As physicians, we also need to understand that patients may be hesitant to make changes because they already know what to expect from their current treatment. For eg, I might recommend patients to change their treatment, but they may not want to make that change because of fear of rare side effects. When choosing between the ‘devil you know’ (maintaining the current treatment and the current disease activity level, without any changes) or the ‘devil you don’t’ (a change), patients may not want to take risks to try something new. Physicians need to understand these issues and frame risks and benefits of treatment change in a fashion that are most relevant to patients’ specifics goals and concerns to promote shared decision-making.
In addition, clinicians need to foster an environment where it is safe to speak and for patients to be comfortable to bring up any issues. Indeed, patients who are typically passive with treatment wait for doctors to raise issues and prompt the discussion regarding treatment change. It’s relatively uncommon for some patients to ask for a change to treatment if the doctor doesn’t bring it up, even if patients do not feel like they are doing very well. If physician and patient goals aren’t aligned, opportunities to make much-needed treatment changes may never occur.

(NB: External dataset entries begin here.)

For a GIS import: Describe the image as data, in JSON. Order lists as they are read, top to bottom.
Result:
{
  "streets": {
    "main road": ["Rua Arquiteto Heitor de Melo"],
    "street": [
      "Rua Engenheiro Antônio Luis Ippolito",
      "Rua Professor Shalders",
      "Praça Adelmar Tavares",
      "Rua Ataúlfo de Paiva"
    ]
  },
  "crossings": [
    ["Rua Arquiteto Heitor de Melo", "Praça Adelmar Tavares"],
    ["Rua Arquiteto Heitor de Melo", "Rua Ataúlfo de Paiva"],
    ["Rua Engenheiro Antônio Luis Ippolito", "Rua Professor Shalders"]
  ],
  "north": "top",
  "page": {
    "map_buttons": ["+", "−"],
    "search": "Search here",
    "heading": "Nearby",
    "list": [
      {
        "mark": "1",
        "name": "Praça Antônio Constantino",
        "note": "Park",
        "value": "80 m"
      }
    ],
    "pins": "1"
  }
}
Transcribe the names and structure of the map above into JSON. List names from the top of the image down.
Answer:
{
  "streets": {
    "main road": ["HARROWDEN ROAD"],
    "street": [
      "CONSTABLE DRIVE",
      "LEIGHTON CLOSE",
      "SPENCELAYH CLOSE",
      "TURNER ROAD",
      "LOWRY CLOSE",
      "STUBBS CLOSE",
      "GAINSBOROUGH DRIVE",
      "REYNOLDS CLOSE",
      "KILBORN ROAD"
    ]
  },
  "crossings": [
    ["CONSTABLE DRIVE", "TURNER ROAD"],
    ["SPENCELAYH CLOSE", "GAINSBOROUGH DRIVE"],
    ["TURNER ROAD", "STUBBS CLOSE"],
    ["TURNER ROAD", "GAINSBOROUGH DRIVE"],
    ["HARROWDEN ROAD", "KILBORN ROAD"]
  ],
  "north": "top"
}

Rheumatology Advisor: Are there any follow-up interventions based on the results of your study?
Dr Curtis: We’re working to connect longitudinal patient-reported outcomes tools, like the ArthritisPower® Research Registry, to electronic health record systems so that physicians and patients have a more robust, data-driven picture of the 360-degree view of the experience of symptoms and treatment. We also need to find ways to incentivize both patients and physicians to regularly use these tools to encourage shared decision-making.
1. Radawski C, Genovese MC, Hauber B, et al. Patient perceptions of unmet medical need In rheumatoid arthritis: a cross-sectional survey in the USA. Rheumatol Ther. 2019;6:461-471.
2. ElSherbiny DA, Saad WE. Depression in rheumatoid arthritis patients: Screening for a frequent yet underestimated comorbidity [published online July 12, 2019]. Egypt Rheumatol. doi:10.1016/j.ejr.2019.07.002
3. Perez-Garcia LF, Rivera V, Moreno Ramirez M, et al. Screening for depression and anxiety in an outpatient rheumatology clinic using validated self-applied questionnaires. Arthritis Rheumatol. 2016;68 (suppl 10). Abstract 1173.